**TASK TO CARRY OUT**
Gather all lines in the entries that include the word "labels".
*** Opening of DATA ***
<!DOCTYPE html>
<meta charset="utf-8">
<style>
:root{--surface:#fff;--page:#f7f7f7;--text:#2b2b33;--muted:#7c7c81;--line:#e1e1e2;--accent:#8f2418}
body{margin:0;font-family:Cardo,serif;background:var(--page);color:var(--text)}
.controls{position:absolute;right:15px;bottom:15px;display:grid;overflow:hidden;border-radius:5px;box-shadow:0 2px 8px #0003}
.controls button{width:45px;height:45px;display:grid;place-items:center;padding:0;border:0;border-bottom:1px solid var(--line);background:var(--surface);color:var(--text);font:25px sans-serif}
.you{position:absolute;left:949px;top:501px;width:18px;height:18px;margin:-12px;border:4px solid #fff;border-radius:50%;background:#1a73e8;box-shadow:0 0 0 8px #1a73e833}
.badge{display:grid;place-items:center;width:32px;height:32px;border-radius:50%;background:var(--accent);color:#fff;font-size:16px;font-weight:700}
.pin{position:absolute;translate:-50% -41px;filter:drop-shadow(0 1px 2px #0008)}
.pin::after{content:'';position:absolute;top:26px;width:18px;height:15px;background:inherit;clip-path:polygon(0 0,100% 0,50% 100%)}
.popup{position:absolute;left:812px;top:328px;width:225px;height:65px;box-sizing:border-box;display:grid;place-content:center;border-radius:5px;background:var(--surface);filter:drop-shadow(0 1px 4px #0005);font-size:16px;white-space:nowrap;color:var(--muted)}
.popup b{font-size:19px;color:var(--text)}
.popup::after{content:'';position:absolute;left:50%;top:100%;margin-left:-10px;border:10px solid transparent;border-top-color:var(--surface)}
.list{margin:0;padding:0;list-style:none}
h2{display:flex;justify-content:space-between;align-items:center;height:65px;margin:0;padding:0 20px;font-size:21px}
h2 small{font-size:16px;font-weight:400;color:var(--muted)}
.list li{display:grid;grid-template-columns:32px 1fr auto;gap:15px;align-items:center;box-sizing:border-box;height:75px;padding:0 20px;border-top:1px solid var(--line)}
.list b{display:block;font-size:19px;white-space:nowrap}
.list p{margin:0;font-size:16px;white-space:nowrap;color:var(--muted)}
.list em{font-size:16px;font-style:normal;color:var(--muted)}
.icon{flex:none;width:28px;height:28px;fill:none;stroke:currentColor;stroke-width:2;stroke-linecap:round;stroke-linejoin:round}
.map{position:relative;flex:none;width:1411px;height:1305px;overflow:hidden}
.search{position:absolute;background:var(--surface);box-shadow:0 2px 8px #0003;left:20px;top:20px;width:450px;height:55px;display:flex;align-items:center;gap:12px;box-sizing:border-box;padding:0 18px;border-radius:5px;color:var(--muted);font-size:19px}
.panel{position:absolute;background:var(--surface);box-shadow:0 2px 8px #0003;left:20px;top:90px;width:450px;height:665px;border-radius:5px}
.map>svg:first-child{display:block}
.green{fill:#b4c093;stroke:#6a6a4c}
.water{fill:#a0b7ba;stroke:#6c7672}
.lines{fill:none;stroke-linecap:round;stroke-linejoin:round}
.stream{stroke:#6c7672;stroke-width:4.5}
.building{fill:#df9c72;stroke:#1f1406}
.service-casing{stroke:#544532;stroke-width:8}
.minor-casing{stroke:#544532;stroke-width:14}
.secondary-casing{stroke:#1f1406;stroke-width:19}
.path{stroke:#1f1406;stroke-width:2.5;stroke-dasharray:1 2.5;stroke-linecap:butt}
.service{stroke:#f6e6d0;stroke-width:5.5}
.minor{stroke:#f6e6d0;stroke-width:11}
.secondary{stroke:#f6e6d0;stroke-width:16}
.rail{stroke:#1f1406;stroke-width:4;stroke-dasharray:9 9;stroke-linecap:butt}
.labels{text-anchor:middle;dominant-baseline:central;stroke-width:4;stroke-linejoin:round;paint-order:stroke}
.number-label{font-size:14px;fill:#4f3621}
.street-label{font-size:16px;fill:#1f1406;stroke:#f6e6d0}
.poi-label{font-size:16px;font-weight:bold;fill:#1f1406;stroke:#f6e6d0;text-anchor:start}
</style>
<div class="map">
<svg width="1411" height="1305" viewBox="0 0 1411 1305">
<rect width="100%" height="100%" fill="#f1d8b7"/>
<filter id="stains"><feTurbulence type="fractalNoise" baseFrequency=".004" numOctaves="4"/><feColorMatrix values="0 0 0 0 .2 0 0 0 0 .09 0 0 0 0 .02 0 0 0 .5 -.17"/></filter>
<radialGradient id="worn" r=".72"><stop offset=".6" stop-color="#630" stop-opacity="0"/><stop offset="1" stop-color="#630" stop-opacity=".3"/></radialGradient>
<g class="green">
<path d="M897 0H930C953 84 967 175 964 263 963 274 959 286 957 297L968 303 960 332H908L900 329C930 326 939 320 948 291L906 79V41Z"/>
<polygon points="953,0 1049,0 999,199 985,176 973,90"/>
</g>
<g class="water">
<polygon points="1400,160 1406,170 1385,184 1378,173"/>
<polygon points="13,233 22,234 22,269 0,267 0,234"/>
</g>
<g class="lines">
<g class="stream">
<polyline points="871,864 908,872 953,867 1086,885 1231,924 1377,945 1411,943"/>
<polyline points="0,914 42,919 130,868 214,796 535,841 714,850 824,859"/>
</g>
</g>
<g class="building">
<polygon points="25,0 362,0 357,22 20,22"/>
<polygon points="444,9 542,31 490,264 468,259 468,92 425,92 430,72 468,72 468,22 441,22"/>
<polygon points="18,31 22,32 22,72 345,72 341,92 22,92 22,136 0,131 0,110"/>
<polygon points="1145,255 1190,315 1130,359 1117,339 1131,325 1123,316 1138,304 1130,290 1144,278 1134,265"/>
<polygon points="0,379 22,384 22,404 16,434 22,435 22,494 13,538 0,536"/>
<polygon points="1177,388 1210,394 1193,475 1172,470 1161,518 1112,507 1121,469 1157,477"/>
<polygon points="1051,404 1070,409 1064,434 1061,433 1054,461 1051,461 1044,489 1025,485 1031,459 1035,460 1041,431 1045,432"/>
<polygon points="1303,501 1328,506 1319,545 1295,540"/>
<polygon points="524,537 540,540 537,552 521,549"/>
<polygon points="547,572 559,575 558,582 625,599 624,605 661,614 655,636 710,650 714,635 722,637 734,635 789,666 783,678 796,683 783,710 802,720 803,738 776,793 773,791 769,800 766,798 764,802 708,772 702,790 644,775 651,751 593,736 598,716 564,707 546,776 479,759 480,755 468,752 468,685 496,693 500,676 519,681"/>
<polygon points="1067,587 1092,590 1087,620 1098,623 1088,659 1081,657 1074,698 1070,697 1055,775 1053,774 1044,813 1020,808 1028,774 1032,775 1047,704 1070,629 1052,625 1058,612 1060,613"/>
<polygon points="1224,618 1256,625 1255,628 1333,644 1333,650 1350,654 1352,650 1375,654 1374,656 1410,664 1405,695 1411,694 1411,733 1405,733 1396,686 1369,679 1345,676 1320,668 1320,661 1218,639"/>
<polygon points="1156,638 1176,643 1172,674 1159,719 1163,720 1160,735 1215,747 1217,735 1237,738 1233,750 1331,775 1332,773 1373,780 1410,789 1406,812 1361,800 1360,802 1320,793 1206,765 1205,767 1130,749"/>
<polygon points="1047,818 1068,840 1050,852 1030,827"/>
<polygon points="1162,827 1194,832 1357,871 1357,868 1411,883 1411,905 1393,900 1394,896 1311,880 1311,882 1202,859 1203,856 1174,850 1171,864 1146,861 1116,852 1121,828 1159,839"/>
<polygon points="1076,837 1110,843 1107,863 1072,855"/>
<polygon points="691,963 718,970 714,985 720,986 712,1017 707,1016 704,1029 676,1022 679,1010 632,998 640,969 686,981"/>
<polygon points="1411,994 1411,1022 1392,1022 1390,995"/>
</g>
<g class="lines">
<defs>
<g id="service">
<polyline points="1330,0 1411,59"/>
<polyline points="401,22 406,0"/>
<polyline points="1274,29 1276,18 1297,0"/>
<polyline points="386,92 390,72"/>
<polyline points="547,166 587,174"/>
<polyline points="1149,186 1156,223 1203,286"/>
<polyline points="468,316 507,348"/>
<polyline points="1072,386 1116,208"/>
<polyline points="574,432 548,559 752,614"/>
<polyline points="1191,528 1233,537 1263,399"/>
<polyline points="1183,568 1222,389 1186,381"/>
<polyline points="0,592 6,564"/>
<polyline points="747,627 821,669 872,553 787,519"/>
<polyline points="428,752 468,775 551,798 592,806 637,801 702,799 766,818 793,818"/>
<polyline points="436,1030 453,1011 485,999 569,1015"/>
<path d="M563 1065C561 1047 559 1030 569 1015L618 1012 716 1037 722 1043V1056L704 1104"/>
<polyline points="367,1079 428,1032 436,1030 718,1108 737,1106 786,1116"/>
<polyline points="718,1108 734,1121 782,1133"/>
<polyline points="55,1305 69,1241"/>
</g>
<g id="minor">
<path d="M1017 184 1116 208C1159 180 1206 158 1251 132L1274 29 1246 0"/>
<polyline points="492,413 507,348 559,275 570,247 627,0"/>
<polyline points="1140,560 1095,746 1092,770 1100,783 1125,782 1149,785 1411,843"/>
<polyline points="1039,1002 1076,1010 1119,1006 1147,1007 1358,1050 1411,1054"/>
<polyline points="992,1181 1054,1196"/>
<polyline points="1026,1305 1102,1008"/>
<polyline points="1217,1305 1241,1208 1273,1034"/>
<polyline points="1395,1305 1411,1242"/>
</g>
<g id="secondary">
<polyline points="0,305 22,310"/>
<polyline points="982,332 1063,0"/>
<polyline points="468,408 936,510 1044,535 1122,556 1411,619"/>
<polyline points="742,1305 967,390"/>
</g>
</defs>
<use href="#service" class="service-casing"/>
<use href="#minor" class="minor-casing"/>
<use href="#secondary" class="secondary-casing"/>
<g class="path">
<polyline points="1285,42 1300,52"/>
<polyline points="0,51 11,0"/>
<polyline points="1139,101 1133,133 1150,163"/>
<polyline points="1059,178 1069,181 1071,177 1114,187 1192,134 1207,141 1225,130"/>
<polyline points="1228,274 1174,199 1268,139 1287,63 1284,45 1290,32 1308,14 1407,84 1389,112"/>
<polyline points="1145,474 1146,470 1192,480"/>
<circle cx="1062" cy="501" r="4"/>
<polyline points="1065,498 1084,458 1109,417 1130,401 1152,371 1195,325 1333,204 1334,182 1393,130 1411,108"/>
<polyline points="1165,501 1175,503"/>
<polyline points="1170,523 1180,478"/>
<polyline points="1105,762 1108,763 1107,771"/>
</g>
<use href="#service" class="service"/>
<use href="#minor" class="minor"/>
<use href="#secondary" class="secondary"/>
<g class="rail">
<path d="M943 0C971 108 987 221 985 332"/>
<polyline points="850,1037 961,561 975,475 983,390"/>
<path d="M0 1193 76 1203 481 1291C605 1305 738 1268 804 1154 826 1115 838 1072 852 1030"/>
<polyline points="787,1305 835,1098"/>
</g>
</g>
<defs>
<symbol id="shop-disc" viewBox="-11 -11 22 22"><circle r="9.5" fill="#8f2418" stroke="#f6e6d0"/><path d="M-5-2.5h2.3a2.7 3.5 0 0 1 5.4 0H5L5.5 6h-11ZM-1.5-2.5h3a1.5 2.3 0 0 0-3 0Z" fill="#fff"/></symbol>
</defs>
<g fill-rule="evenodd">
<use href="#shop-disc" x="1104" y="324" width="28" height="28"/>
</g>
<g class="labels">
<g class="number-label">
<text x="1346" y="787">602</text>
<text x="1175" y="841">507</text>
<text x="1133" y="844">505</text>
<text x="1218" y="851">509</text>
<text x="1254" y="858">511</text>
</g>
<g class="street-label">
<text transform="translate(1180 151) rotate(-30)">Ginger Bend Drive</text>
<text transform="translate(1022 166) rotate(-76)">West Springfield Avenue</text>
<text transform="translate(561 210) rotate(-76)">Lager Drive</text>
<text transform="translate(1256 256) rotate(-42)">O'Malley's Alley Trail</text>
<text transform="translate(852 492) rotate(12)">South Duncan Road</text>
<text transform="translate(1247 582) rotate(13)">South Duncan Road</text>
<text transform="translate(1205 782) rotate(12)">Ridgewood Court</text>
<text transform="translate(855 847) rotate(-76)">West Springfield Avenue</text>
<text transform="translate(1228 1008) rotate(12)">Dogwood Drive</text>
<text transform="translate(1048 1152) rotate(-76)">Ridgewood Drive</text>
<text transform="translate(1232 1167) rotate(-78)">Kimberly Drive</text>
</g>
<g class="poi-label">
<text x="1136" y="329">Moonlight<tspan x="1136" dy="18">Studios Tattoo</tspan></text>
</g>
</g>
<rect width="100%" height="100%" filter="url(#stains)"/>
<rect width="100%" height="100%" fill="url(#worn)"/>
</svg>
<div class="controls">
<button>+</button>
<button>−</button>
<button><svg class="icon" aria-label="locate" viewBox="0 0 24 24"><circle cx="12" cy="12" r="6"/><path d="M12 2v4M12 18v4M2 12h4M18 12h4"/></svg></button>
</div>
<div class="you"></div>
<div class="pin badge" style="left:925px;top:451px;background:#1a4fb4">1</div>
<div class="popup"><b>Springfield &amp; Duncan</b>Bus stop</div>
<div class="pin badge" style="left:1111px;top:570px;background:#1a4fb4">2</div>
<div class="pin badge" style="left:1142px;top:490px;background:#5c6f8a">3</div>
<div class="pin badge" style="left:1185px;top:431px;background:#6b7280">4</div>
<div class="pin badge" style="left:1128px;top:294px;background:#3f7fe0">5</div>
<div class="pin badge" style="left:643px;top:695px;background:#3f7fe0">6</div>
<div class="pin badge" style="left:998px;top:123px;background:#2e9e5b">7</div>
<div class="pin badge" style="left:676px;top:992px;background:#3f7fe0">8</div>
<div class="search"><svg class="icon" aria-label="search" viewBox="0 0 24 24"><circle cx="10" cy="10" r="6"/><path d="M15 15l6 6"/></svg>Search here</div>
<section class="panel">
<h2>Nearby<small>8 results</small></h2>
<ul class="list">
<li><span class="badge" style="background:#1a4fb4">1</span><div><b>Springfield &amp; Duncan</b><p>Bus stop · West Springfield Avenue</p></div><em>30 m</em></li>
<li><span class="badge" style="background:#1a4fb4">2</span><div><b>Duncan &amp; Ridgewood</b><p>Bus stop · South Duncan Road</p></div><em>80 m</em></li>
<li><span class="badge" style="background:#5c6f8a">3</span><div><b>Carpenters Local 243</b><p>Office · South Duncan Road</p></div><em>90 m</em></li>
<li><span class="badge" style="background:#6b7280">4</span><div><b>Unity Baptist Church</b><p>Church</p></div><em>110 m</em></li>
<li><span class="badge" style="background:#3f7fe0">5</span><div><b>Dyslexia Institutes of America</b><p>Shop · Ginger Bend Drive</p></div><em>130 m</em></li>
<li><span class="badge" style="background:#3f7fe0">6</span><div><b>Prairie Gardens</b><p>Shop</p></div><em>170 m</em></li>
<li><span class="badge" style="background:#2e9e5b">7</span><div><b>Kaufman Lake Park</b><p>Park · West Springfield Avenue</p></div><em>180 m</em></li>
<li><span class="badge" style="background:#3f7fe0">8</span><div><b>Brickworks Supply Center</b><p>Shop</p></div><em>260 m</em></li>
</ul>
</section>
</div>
*** Close of DATA ***
**TASK SOLUTION**
.labels{text-anchor:middle;dominant-baseline:central;stroke-width:4;stroke-linejoin:round;paint-order:stroke}
<g class="labels">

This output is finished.